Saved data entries
======

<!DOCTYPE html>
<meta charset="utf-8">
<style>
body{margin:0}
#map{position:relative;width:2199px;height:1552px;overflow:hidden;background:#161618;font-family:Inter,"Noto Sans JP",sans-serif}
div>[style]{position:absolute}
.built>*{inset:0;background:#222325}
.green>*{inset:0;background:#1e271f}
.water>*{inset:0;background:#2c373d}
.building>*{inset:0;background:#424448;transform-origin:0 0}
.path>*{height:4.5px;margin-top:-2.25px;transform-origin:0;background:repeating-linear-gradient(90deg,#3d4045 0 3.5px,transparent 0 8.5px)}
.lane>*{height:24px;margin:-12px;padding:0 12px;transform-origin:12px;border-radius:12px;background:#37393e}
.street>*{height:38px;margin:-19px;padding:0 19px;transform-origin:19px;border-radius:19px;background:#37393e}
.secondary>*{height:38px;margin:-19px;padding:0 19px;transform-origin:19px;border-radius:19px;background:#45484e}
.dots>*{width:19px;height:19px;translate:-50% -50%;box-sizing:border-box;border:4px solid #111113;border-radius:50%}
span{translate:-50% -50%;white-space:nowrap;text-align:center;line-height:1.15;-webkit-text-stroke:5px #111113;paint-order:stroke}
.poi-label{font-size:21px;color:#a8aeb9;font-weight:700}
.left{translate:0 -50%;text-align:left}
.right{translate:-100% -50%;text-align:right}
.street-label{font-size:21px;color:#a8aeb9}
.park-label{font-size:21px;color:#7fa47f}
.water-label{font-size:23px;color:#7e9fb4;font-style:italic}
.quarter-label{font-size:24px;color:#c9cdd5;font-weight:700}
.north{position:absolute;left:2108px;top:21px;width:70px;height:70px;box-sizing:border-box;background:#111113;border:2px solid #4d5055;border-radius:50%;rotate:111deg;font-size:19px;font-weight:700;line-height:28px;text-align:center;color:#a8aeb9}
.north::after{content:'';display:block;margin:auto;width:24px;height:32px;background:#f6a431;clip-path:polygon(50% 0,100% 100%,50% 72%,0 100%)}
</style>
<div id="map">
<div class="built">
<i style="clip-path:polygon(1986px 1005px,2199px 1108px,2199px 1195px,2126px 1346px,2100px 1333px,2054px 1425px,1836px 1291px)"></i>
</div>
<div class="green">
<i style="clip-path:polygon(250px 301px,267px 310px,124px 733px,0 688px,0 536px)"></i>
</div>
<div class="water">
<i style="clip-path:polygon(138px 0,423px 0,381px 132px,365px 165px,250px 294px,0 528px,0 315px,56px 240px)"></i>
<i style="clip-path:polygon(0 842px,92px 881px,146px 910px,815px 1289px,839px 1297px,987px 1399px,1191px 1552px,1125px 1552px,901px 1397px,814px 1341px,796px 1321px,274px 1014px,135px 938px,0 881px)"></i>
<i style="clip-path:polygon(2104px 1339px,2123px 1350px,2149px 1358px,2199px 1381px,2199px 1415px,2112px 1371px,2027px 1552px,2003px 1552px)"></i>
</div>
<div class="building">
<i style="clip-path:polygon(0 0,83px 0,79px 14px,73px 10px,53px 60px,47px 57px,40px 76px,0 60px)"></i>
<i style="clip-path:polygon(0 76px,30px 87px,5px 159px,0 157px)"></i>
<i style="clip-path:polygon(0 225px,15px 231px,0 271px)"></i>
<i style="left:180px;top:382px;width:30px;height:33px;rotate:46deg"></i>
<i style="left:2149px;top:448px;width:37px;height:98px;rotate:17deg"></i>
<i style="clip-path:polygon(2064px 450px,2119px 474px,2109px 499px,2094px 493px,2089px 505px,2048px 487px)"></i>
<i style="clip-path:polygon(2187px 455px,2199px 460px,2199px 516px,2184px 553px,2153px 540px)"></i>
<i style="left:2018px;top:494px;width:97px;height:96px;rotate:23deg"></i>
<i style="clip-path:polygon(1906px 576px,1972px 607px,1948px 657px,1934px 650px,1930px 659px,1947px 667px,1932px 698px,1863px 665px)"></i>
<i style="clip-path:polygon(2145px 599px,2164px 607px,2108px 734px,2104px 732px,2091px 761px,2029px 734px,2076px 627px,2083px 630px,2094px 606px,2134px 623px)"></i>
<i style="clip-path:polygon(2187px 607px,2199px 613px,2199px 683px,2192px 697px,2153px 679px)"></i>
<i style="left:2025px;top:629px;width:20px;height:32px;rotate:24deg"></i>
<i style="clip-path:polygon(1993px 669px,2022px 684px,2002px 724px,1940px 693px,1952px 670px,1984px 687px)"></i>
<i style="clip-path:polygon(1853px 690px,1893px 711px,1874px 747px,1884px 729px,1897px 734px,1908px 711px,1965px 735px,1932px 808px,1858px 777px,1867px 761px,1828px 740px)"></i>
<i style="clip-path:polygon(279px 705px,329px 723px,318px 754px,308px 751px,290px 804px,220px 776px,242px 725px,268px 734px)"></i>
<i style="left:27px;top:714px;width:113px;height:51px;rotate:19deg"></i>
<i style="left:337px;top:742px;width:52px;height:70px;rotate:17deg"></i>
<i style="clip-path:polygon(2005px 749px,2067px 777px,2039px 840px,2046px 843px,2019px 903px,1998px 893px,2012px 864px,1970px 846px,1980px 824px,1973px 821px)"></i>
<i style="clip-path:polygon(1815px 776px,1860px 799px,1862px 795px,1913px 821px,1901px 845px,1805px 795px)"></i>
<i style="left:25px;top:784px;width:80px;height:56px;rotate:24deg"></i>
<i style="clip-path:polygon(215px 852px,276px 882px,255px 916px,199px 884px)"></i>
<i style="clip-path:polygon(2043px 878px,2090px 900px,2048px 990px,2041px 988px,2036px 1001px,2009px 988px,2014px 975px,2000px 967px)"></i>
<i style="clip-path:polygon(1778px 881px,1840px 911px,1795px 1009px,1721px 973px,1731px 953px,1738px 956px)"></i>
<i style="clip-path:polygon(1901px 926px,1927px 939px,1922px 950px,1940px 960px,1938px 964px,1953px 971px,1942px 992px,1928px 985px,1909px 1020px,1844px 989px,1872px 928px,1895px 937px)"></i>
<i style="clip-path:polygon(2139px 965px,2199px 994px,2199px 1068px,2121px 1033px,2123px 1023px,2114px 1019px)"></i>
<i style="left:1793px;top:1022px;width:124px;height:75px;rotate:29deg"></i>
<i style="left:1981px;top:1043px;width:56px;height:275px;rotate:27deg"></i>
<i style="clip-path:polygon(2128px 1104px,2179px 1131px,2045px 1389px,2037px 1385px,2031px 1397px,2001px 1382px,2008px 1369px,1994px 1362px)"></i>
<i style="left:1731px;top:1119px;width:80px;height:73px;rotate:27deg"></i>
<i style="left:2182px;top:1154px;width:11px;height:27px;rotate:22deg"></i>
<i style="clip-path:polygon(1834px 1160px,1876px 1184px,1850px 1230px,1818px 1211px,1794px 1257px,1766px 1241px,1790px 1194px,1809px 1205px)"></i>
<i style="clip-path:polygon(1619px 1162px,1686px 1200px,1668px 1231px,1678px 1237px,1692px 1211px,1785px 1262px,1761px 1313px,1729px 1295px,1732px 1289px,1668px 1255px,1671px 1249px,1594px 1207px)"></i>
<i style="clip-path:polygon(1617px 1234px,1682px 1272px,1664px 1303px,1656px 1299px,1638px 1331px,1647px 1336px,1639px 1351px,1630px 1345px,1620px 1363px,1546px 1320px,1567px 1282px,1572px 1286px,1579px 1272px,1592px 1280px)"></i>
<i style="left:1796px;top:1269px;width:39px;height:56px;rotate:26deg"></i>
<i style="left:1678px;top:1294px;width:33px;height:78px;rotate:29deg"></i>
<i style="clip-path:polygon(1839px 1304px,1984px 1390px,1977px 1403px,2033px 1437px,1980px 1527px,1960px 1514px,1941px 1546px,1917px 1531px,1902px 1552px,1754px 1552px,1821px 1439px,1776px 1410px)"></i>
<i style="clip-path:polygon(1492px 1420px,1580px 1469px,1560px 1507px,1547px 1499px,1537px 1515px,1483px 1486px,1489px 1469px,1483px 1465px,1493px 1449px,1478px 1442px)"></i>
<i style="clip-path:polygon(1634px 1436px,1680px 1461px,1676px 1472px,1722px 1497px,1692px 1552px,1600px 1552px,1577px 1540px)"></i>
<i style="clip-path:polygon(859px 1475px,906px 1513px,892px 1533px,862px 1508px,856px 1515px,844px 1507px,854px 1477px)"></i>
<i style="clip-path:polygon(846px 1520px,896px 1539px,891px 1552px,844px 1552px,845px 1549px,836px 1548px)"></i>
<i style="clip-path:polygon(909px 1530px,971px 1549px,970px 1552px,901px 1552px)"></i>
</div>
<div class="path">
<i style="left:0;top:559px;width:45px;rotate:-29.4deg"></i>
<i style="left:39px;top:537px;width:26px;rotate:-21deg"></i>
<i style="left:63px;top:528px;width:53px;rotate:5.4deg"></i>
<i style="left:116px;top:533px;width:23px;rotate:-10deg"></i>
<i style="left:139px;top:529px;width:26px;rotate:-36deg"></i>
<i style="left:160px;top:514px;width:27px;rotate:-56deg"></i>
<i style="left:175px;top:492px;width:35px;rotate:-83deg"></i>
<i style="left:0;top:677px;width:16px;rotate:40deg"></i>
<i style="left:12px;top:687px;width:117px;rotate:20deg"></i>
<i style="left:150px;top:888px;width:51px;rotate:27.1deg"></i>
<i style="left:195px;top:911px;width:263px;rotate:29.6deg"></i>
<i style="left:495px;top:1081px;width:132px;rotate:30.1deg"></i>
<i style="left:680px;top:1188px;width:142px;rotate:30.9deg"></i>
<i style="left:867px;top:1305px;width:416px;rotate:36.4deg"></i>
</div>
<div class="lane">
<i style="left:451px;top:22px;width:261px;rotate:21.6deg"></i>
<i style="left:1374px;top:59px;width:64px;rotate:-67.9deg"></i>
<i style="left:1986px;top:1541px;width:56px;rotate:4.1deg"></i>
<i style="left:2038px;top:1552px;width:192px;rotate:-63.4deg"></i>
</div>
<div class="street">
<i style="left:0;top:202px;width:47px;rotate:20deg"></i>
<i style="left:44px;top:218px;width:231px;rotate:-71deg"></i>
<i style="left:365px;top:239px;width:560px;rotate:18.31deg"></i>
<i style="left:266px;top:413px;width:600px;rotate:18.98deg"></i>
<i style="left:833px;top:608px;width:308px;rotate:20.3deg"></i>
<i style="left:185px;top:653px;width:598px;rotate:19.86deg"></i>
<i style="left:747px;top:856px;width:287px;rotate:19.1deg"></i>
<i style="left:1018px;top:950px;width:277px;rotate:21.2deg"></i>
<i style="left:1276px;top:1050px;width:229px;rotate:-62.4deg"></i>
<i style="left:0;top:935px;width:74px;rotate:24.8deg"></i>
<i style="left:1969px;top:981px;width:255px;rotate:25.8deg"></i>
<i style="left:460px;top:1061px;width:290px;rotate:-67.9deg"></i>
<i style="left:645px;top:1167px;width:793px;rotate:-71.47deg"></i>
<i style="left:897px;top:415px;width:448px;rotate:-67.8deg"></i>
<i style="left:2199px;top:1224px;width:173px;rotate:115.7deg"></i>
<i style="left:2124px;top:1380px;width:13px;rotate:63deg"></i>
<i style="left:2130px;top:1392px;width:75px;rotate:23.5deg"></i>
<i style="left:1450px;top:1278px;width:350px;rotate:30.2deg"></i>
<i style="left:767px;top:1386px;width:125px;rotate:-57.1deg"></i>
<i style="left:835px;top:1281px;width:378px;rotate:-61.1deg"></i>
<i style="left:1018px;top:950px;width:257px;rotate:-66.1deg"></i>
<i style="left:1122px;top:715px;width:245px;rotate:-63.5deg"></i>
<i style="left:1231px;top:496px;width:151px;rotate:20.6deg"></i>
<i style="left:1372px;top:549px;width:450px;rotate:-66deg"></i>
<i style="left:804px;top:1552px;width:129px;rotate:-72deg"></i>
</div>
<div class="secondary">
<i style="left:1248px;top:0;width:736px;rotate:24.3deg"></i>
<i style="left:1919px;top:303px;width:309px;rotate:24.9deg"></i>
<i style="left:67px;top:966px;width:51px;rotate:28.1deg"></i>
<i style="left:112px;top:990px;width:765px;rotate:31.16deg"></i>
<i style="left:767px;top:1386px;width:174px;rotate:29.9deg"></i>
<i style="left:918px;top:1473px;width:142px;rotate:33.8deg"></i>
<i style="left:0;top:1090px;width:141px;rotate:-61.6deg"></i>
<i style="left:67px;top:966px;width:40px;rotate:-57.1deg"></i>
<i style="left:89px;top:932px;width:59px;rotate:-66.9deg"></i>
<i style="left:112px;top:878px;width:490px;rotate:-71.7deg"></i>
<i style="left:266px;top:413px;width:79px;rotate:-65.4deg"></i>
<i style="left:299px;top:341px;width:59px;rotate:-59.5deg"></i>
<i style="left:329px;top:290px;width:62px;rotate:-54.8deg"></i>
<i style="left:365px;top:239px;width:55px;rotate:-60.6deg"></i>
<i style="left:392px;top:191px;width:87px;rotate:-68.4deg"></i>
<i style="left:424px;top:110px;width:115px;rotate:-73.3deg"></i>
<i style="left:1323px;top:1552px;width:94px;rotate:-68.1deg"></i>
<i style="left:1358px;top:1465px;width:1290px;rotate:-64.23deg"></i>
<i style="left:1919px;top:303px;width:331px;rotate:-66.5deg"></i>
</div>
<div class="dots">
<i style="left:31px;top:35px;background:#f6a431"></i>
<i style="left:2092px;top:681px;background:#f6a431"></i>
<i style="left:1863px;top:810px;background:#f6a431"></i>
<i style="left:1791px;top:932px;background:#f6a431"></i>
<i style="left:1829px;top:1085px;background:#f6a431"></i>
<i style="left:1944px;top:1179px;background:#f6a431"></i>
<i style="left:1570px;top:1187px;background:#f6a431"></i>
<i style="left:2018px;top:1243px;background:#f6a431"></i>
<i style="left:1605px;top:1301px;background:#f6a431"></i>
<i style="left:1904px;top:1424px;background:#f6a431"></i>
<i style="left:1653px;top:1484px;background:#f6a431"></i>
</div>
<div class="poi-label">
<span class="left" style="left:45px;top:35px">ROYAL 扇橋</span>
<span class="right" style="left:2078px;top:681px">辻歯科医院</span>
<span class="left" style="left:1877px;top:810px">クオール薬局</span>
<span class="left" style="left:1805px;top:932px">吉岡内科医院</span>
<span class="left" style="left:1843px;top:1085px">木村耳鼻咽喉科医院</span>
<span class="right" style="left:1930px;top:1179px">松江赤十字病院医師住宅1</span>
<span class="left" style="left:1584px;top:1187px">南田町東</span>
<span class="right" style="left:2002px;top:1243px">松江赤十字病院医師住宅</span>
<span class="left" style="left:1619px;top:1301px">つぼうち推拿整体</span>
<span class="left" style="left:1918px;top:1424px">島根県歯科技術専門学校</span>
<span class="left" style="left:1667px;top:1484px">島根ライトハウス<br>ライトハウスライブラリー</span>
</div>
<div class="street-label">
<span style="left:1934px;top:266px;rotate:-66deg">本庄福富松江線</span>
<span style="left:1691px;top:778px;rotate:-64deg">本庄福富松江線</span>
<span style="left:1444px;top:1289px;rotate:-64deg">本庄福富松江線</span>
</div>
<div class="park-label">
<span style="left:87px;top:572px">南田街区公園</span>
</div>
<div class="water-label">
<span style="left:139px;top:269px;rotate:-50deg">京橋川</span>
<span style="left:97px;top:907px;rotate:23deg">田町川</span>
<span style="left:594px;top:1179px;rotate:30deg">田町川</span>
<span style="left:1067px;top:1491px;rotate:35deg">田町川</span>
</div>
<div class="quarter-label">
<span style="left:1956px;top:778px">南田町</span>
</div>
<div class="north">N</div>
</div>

======

→ **Work item**
All of the lines above that carry the string "solid" need to be found and copied.

→ **The completed task**
.dots>*{width:19px;height:19px;translate:-50% -50%;box-sizing:border-box;border:4px solid #111113;border-radius:50%}
.north{position:absolute;left:2108px;top:21px;width:70px;height:70px;box-sizing:border-box;background:#111113;border:2px solid #4d5055;border-radius:50%;rotate:111deg;font-size:19px;font-weight:700;line-height:28px;text-align:center;color:#a8aeb9}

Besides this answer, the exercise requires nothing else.